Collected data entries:
++++++

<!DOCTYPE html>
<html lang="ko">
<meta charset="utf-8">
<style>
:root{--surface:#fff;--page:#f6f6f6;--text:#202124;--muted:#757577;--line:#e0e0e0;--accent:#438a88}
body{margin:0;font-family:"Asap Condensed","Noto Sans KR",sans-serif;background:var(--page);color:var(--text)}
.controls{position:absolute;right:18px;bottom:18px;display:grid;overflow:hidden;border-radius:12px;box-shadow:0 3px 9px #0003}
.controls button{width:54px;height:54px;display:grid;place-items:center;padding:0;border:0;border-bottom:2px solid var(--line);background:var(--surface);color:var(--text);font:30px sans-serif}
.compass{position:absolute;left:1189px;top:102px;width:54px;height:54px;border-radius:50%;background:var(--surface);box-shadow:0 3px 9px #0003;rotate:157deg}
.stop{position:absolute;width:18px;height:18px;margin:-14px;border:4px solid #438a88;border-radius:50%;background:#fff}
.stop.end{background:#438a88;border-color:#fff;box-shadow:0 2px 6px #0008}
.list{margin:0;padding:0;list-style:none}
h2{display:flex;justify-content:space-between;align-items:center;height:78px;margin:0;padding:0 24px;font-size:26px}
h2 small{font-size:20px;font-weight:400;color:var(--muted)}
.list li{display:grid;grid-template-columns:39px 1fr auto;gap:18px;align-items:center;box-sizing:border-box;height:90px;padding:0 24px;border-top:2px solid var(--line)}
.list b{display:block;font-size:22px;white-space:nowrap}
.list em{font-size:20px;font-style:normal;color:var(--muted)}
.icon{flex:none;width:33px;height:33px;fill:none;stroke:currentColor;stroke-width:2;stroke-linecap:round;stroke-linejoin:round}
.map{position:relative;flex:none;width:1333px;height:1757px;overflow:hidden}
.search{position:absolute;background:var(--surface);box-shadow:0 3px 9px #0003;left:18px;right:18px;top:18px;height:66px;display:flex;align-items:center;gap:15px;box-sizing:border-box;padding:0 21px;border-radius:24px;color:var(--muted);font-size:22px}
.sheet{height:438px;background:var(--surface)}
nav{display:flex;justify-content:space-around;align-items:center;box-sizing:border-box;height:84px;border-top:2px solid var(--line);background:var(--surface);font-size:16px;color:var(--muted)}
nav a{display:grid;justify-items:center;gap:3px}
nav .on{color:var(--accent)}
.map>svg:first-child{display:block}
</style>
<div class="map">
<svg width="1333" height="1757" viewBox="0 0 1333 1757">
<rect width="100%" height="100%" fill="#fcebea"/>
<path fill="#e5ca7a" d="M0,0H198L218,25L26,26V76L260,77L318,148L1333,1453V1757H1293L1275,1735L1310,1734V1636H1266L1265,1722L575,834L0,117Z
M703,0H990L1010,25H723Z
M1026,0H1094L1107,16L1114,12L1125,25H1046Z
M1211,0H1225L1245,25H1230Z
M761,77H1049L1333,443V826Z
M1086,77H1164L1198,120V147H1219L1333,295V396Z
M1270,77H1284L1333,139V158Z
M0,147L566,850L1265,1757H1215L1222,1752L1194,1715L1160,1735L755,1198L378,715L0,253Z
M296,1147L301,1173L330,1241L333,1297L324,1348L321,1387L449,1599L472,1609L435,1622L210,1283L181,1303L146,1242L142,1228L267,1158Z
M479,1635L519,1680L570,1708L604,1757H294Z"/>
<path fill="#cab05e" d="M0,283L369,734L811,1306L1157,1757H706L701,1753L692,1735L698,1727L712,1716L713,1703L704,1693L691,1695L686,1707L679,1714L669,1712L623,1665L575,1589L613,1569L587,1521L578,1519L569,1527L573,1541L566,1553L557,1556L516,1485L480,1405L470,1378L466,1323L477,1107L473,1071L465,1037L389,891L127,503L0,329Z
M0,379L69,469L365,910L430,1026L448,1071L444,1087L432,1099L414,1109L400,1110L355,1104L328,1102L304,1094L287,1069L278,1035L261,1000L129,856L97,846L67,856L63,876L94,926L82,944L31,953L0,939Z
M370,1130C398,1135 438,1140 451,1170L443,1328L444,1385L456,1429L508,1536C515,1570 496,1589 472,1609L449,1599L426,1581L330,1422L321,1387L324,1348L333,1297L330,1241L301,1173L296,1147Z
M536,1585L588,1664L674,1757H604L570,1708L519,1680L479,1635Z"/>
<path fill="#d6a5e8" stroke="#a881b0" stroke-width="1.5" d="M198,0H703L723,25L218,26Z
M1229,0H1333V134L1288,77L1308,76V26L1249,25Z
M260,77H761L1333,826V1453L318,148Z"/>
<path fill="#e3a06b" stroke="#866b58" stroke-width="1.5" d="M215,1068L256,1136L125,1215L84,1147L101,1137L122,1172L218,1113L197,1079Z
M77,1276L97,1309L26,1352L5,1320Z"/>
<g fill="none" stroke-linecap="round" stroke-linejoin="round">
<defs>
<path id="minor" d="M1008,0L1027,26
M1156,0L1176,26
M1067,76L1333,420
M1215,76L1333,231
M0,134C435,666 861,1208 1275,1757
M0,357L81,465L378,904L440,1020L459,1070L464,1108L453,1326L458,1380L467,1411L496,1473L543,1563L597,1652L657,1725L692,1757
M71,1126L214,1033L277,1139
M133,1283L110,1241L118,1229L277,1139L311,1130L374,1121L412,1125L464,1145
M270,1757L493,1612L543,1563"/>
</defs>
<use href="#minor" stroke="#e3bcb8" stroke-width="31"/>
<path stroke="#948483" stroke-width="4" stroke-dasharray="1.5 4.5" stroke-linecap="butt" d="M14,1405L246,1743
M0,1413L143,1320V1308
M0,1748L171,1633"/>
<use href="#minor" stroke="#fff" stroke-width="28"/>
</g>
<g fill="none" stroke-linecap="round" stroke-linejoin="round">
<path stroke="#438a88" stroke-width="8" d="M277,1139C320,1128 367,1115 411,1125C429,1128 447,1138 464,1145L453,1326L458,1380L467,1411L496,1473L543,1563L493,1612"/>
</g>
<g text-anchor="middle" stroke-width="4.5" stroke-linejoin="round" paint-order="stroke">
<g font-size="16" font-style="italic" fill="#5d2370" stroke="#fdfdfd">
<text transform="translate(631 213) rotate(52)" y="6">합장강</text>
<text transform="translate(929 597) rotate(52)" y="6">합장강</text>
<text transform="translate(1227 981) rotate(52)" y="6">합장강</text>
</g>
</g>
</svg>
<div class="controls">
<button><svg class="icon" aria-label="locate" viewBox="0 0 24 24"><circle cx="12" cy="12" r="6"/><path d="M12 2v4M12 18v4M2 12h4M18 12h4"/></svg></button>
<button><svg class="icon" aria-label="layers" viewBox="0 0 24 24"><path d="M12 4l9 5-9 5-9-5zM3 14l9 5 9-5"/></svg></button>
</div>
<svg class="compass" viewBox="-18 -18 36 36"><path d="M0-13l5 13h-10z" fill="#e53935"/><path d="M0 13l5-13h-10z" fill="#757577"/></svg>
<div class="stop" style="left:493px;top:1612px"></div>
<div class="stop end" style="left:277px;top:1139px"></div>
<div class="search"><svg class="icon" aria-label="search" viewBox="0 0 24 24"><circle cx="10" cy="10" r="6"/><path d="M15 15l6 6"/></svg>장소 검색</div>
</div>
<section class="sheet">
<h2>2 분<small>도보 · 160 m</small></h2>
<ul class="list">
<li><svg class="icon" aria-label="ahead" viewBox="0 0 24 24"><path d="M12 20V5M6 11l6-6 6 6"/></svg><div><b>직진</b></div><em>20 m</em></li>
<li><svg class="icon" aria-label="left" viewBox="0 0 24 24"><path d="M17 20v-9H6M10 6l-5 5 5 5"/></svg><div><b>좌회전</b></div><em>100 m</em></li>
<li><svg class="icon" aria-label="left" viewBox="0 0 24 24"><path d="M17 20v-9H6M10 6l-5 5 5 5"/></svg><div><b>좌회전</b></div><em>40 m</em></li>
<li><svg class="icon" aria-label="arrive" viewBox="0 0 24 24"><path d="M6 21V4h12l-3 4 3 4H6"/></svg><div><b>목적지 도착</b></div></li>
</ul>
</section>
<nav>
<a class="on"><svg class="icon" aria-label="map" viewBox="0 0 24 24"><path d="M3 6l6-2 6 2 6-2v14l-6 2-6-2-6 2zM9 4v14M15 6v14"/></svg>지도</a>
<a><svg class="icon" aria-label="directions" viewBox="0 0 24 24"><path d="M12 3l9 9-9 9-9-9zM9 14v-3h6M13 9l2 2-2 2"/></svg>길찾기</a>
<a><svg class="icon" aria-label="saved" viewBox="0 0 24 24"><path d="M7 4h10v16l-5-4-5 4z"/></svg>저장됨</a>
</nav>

++++++

YOUR GOAL: How many of the lines above contain the word "controls"? Give the number alone.

RESPONSE BELOW: 3